December 12, 2008 -- Consumers judge battery-powered products by both their standby life – how long the device lasts between battery charges – and how responsive they are when actively used. Both the sub-threshold and gate-leakage power components are of concern at 65-nm geometries and below. The quest to control leakage current is leading design teams to isolate and power down functional blocks across their chips. But saving and restoring the block’s logic state takes time and costs energy.
The basic approach to reducing the leakage when a sub-system is inactive is to turn off its power rail externally to the system-on-chip (SoC), or to provide local on-die power gating in the form of series transistor switches that turn off the "virtual" power or ground rail.
Power gating reduces the leakage of both logic and registers, but typically introduces an energy cost associated with having to restart the sub-system; all the registers in the power-gated sub-system need to be reset from their unknown state at power-up once the power and clock networks have stabilized.
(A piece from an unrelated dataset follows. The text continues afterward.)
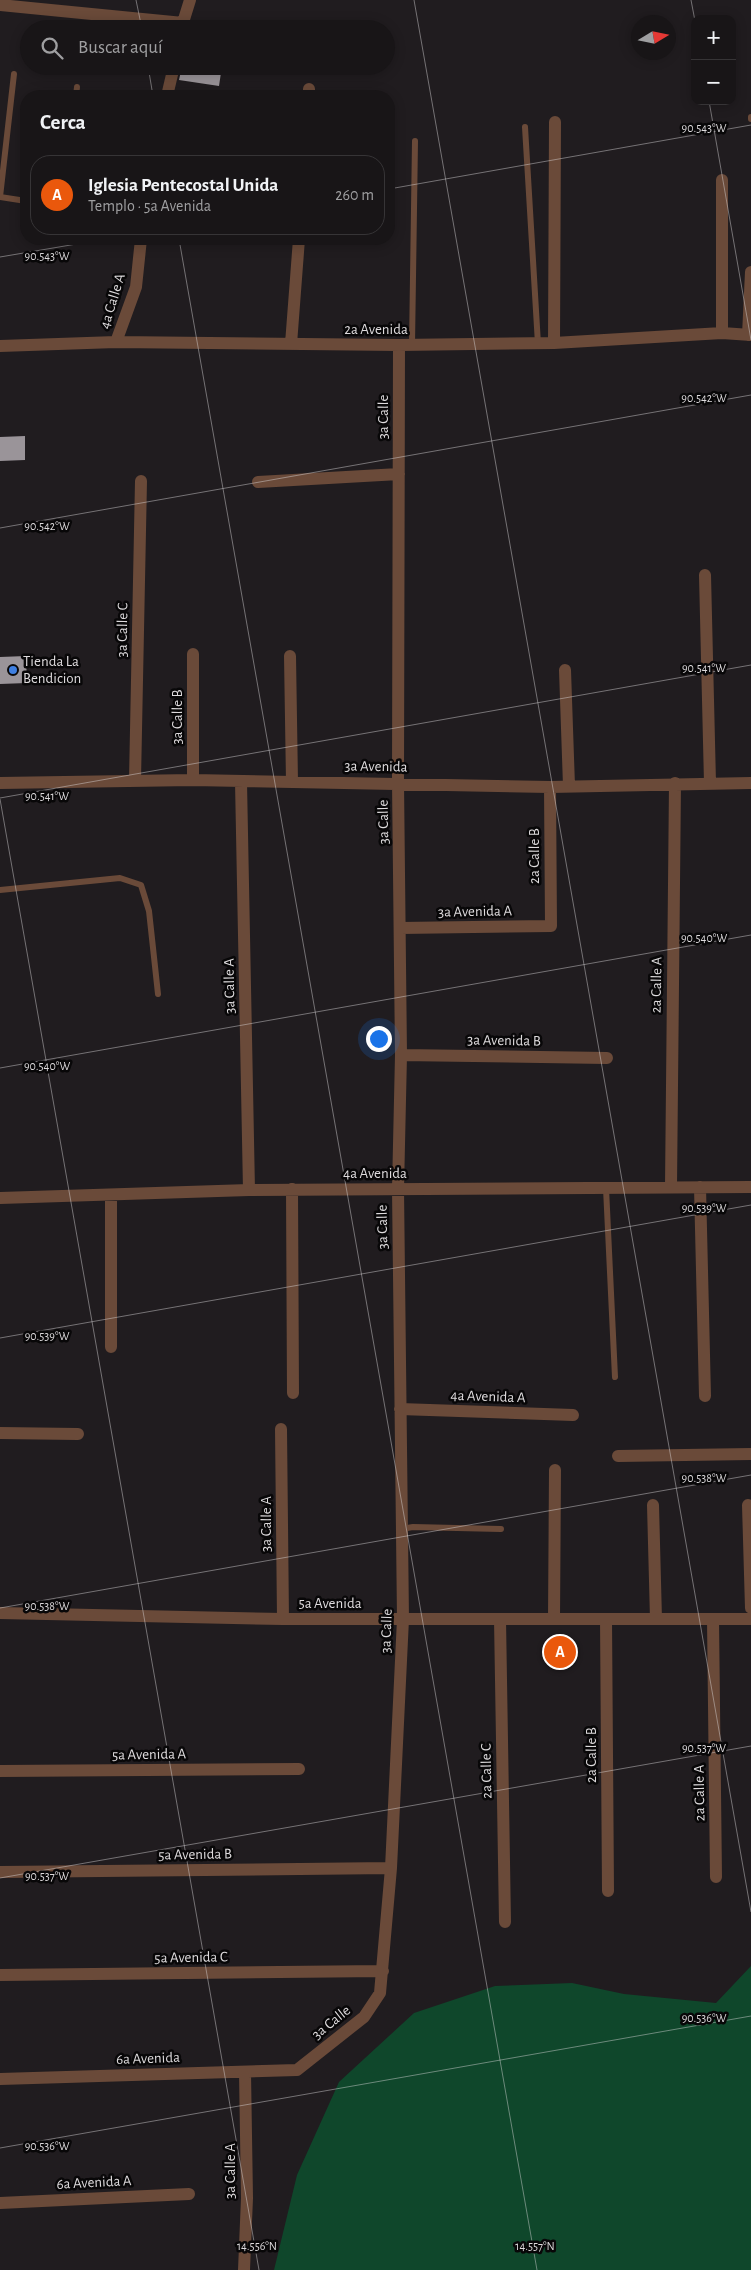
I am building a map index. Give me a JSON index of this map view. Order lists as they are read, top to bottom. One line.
{"streets":{"street":["4a Calle A","2a Avenida","3a Calle","3a Calle C","3a Calle B","3a Avenida","2a Calle B","3a Avenida A","2a Calle A","3a Calle A","3a Avenida B","4a Avenida","4a Avenida A","5a Avenida","5a Avenida A","2a Calle C","5a Avenida B","5a Avenida C","6a Avenida","6a Avenida A"]},"crossings":[["4a Calle A","2a Avenida"],["2a Avenida","3a Calle"],["3a Calle","3a Avenida"],["3a Calle","3a Avenida A"],["3a Calle","3a Avenida B"],["3a Calle","4a Avenida"],["3a Calle","4a Avenida A"],["3a Calle","5a Avenida"],["3a Calle","5a Avenida B"],["3a Calle","5a Avenida C"],["3a Calle","6a Avenida"],["3a Calle C","3a Avenida"],["3a Calle B","3a Avenida"],["3a Avenida","2a Calle B"],["3a Avenida","2a Calle A"],["3a Avenida","3a Calle A"],["2a Calle B","3a Avenida A"],["2a Calle B","5a Avenida"],["2a Calle A","4a Avenida"],["2a Calle A","5a Avenida"],["3a Calle A","4a Avenida"],["3a Calle A","5a Avenida"],["3a Calle A","6a Avenida"],["5a Avenida","2a Calle C"]],"places":["Tienda La Bendicion"],"north":"right","page":{"map_buttons":["+","−"],"search":"Buscar aquí","heading":"Cerca","list":[{"mark":"A","name":"Iglesia Pentecostal Unida","note":"Templo · 5a Avenida","value":"260 m"}],"pins":"A"},"coordinates":["90.543°W","90.542°W","90.541°W","90.540°W","90.539°W","90.538°W","90.537°W","90.536°W","14.556°N","14.557°N"]}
The power-gating turn-on transients in particular need careful management to avoid power-supply "dips" that could impact or corrupt surrounding logic on the same primary power rail.
In re-booting the power-gated sub-system, there is also a real-time delay that must be taken into account. For example, a processing sub-system that services a time-critical interrupt will now have additional latency for being "woken-up" by the interrupt and restoring the processor context to service the interrupt.
Increased latency in power-gated systems can be addressed by adding deeper FIFO buffering. But this comes at a system-level cost in terms of increased area and overall system-level re-verification, making the power-gated sub-system potentially less reusable in derivative designs.
State retention approaches
Hardware approaches to IP sub-systems are attractive if the state save-and-restore functionality can be added near-transparently. If no changes are required to the operating system (OS) or firmware, then adding the hardware will not affect the overall project and product timescales.
Software approaches that specifically add support for saving and restoring system or task-level state may be required in more complex systems and may affect the OS kernel or device drivers.
Edge-clocked RTL design can be powered down and back up again in between active clock edges providing the register state is precisely preserved. All the combinatorial logic between register stages simply re-evaluates state inputs and regenerates valid outputs. Power supplies must be allowed sufficient time to re-stabilize, and timing constraints must be honored.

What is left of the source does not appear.